Testing, Without Drudgery · Extreme AI Programming #7

Every approach to testing I have tried, and not one that lasted. A compromise the whole industry made and never quite admitted. Five thousand green tests that prove nothing at all. The getter that returns what the setter set. Behaviour, not method. The oldest drudgery in the craft, lifting all at once.

I have been writing and shipping software for over thirty-five years, and in all that time I have never once solved testing. Not for want of trying. I have worked through rigid test pyramids, test-driven development as a discipline, behaviour-driven development with its Gherkin syntax, end-to-end frameworks of every generation, heavy mocking and minimal mocking, property-based testing, mutation testing, snapshot testing.

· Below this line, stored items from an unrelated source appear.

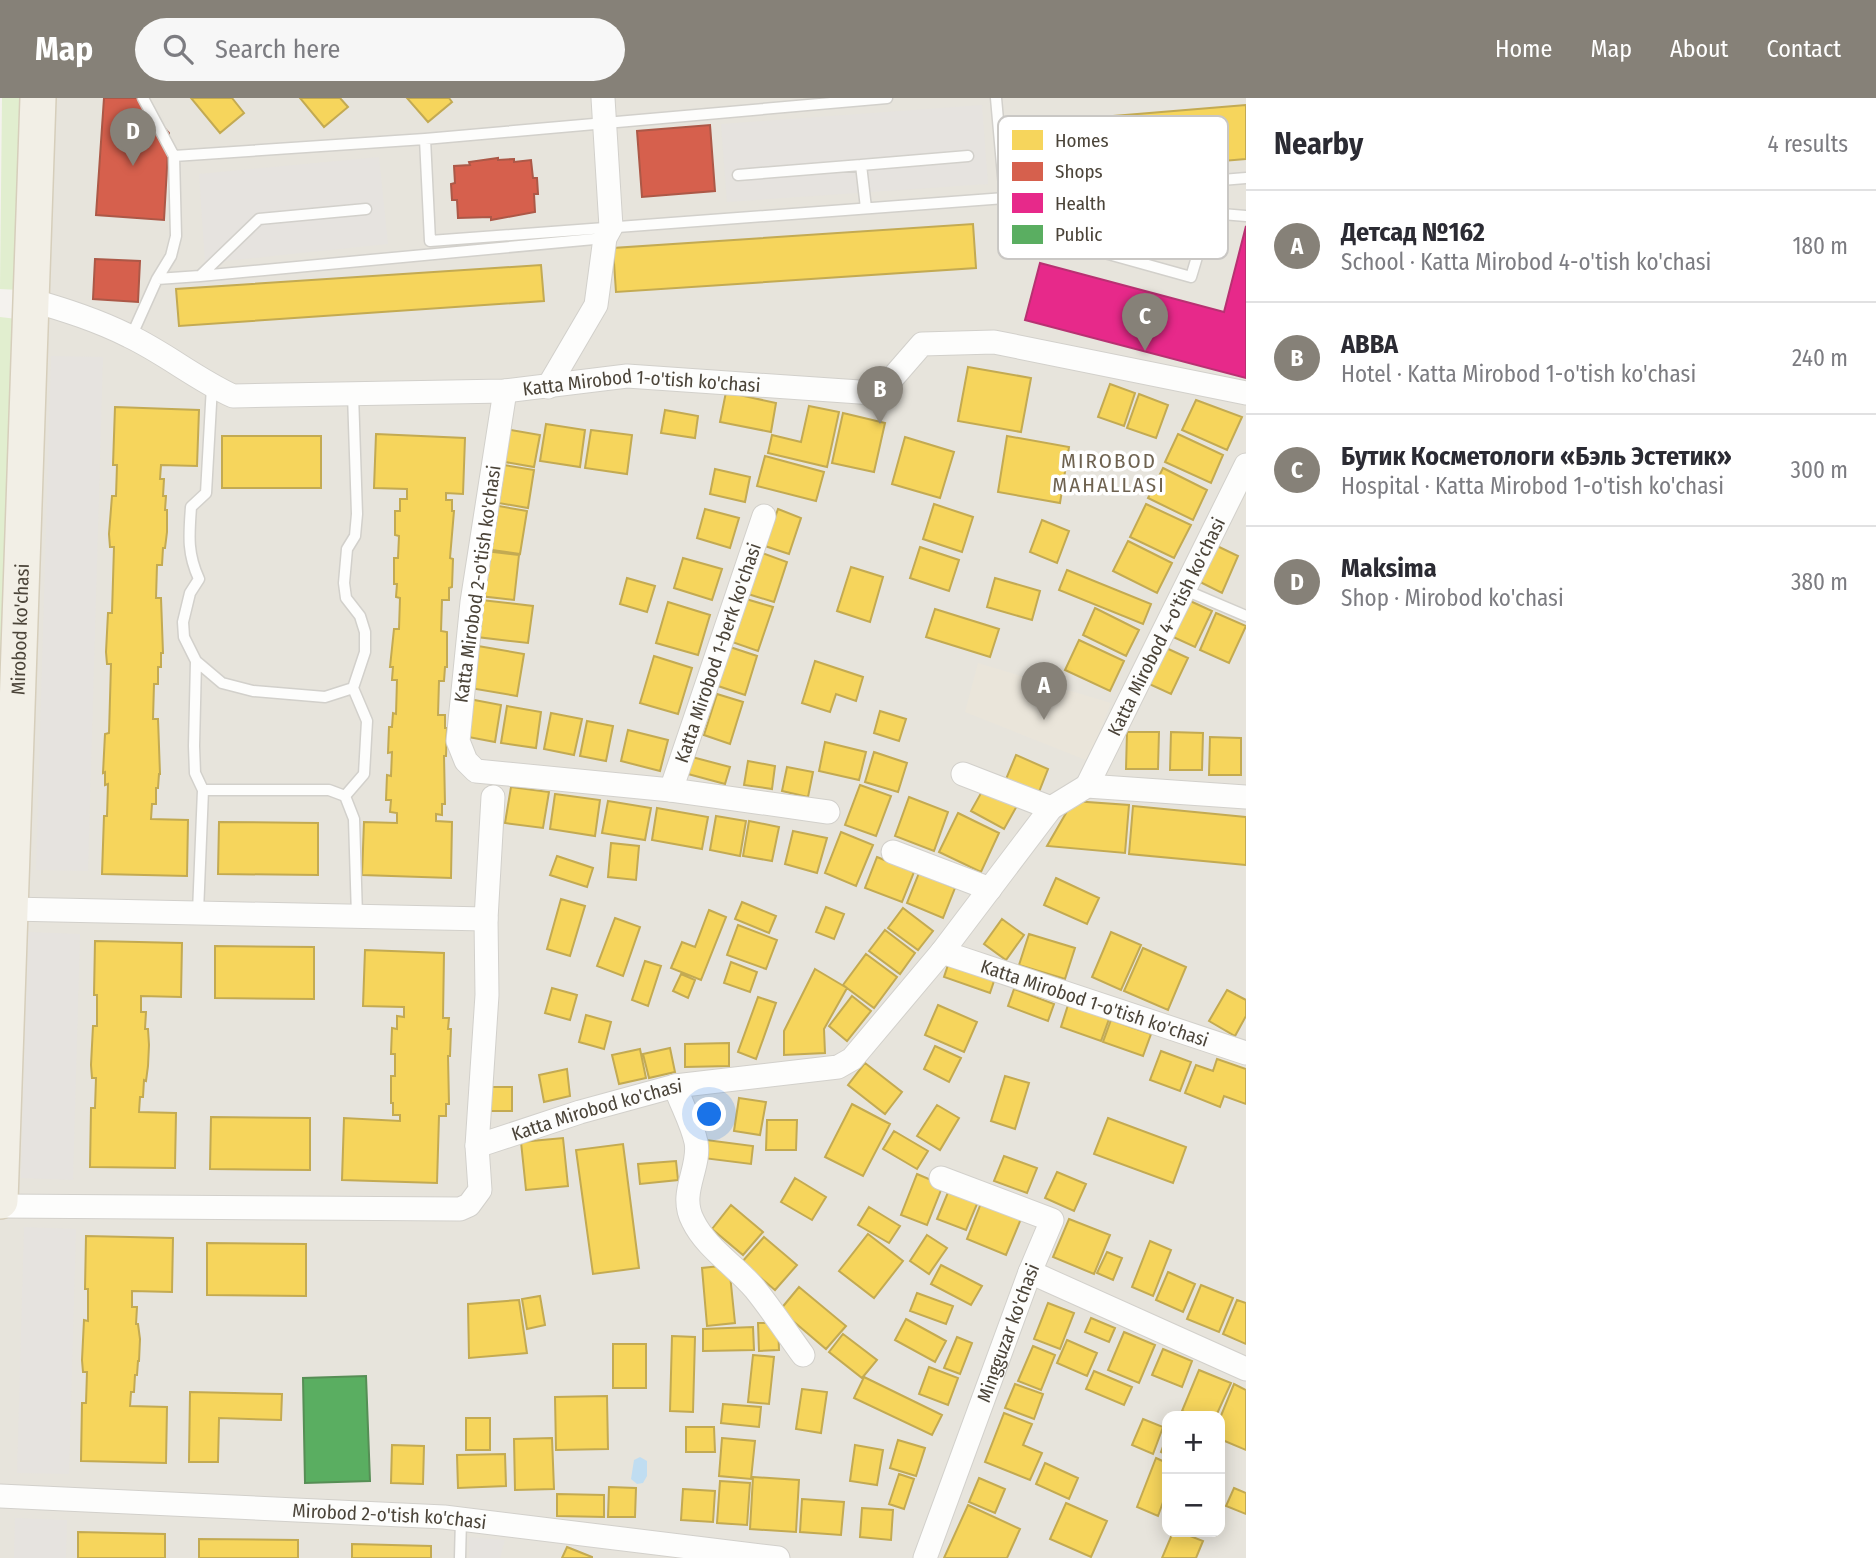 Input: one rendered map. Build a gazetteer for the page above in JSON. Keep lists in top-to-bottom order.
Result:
{
  "streets": {
    "main road": ["Mirobod ko'chasi"],
    "street": [
      "Katta Mirobod 1-o'tish ko'chasi",
      "Katta Mirobod 2-o'tish ko'chasi",
      "Katta Mirobod 4-o'tish ko'chasi",
      "Katta Mirobod 1-berk ko'chasi",
      "Katta Mirobod ko'chasi",
      "Mingguzar ko'chasi",
      "Mirobod 2-o'tish ko'chasi"
    ]
  },
  "crossings": [
    ["Katta Mirobod 1-o'tish ko'chasi", "Katta Mirobod 2-o'tish ko'chasi"],
    ["Katta Mirobod 1-o'tish ko'chasi", "Mirobod ko'chasi"],
    ["Katta Mirobod 1-o'tish ko'chasi", "Katta Mirobod ko'chasi"],
    ["Katta Mirobod 2-o'tish ko'chasi", "Katta Mirobod 1-berk ko'chasi"],
    ["Katta Mirobod 4-o'tish ko'chasi", "Katta Mirobod ko'chasi"]
  ],
  "districts": ["MIROBOD MAHALLASI"],
  "legend": [
    "Homes",
    "Shops",
    "Health",
    "Public"
  ],
  "page": {
    "header": "Map",
    "search": "Search here",
    "nav": [
      "Home",
      "Map",
      "About",
      "Contact"
    ],
    "heading": ["Nearby", "4 results"],
    "pins": [
      "D",
      "C",
      "B",
      "A"
    ],
    "list": [
      {
        "mark": "A",
        "name": "Детсад №162",
        "note": "School · Katta Mirobod 4-o'tish ko'chasi",
        "value": "180 m"
      },
      {
        "mark": "B",
        "name": "ABBA",
        "note": "Hotel · Katta Mirobod 1-o'tish ko'chasi",
        "value": "240 m"
      },
      {
        "mark": "C",
        "name": "Бутик Косметологи «Бэль Эстетик»",
        "note": "Hospital · Katta Mirobod 1-o'tish ko'chasi",
        "value": "300 m"
      },
      {
        "mark": "D",
        "name": "Maksima",
        "note": "Shop · Mirobod ko'chasi",
        "value": "380 m"
      }
    ],
    "map_buttons": ["+", "−"]
  }
}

I adopted each one with real conviction. I have not found a single approach we could sustain, in a working team producing real software under real deadlines, for years on end without the testing infrastructure quietly becoming a second full-time job.

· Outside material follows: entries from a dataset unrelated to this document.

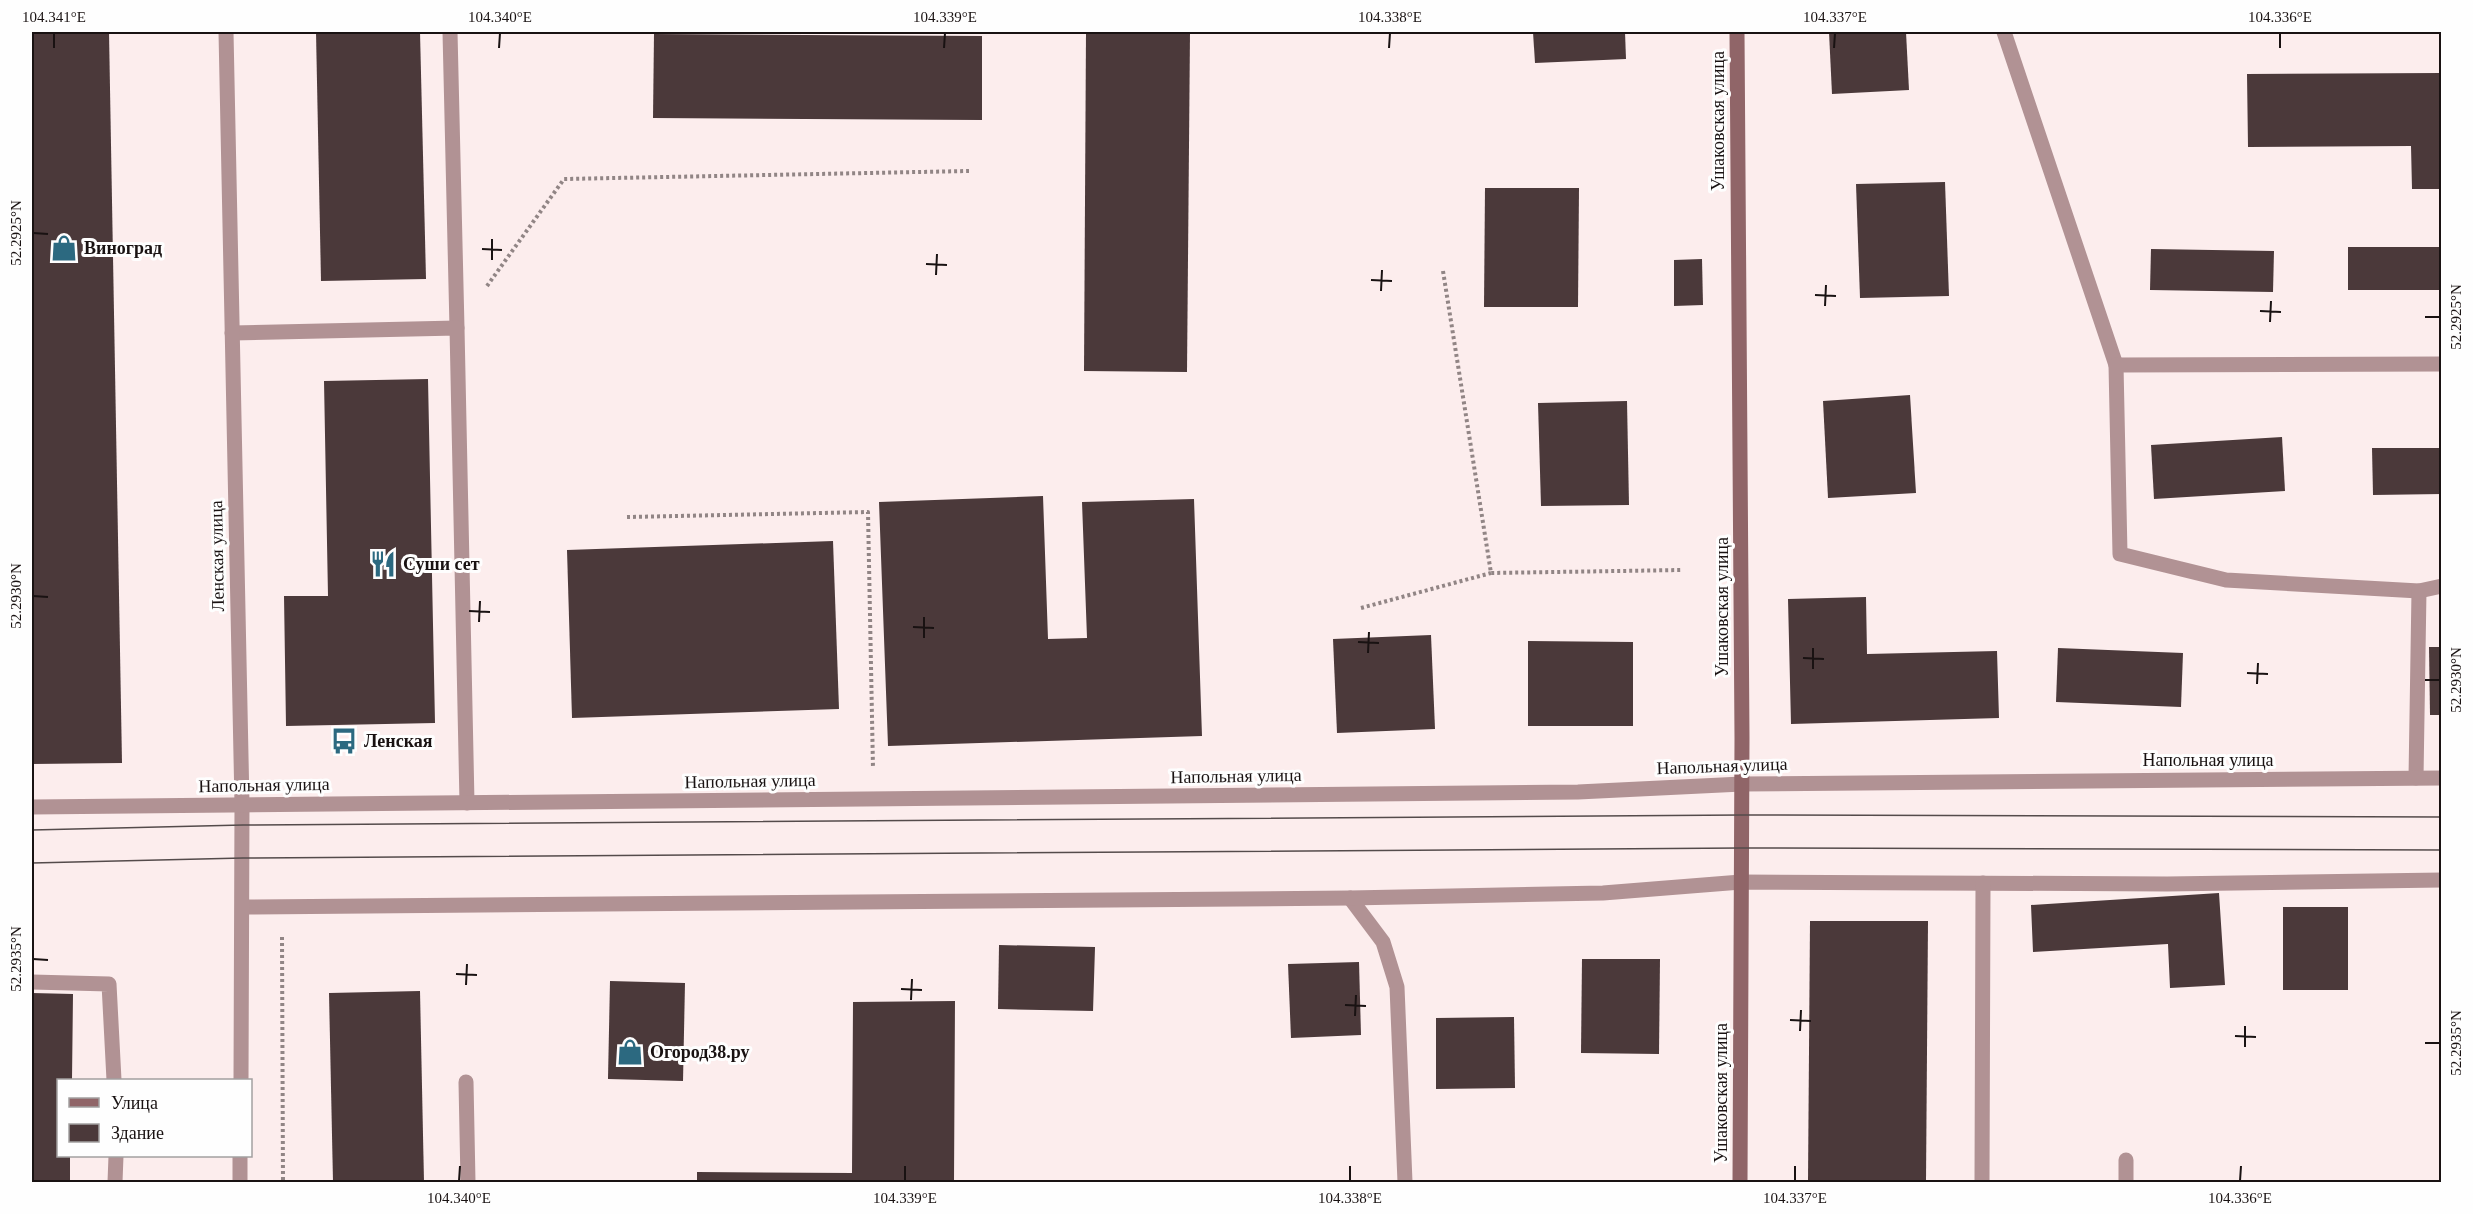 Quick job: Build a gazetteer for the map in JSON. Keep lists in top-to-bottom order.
{
  "streets": {
    "main road": ["Ушаковская улица"],
    "street": ["Ленская улица", "Напольная улица"]
  },
  "crossings": [
    ["Ушаковская улица", "Напольная улица"],
    ["Ленская улица", "Напольная улица"]
  ],
  "places": {
    "shop": ["Виноград", "Огород38.ру"],
    "restaurant": ["Суши сет"],
    "bus stop": ["Ленская"]
  },
  "legend": ["Улица", "Здание"],
  "coordinates": [
    "104.341°E",
    "104.340°E",
    "104.339°E",
    "104.338°E",
    "104.337°E",
    "104.336°E",
    "52.2925°N",
    "52.2930°N",
    "52.2935°N"
  ]
}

The problem was always economic, and it was always the same. Writing tests takes time. Maintaining them takes more. The tests that protect you most are usually the most expensive to write, and the tests that are cheapest to write usually protect you least. So teams compromise, because they have to. They unit-test the easy parts, skip the hard parts, and hope. The result is a profession that has, for thirty years, treated thorough automated testing as an aspiration rather than a baseline. Great teams test beautifully. Most teams test inconsistently. Plenty of teams barely test at all, and the release pain that follows is borne quietly, distributed unevenly, and rarely traced back to the compromise that caused it.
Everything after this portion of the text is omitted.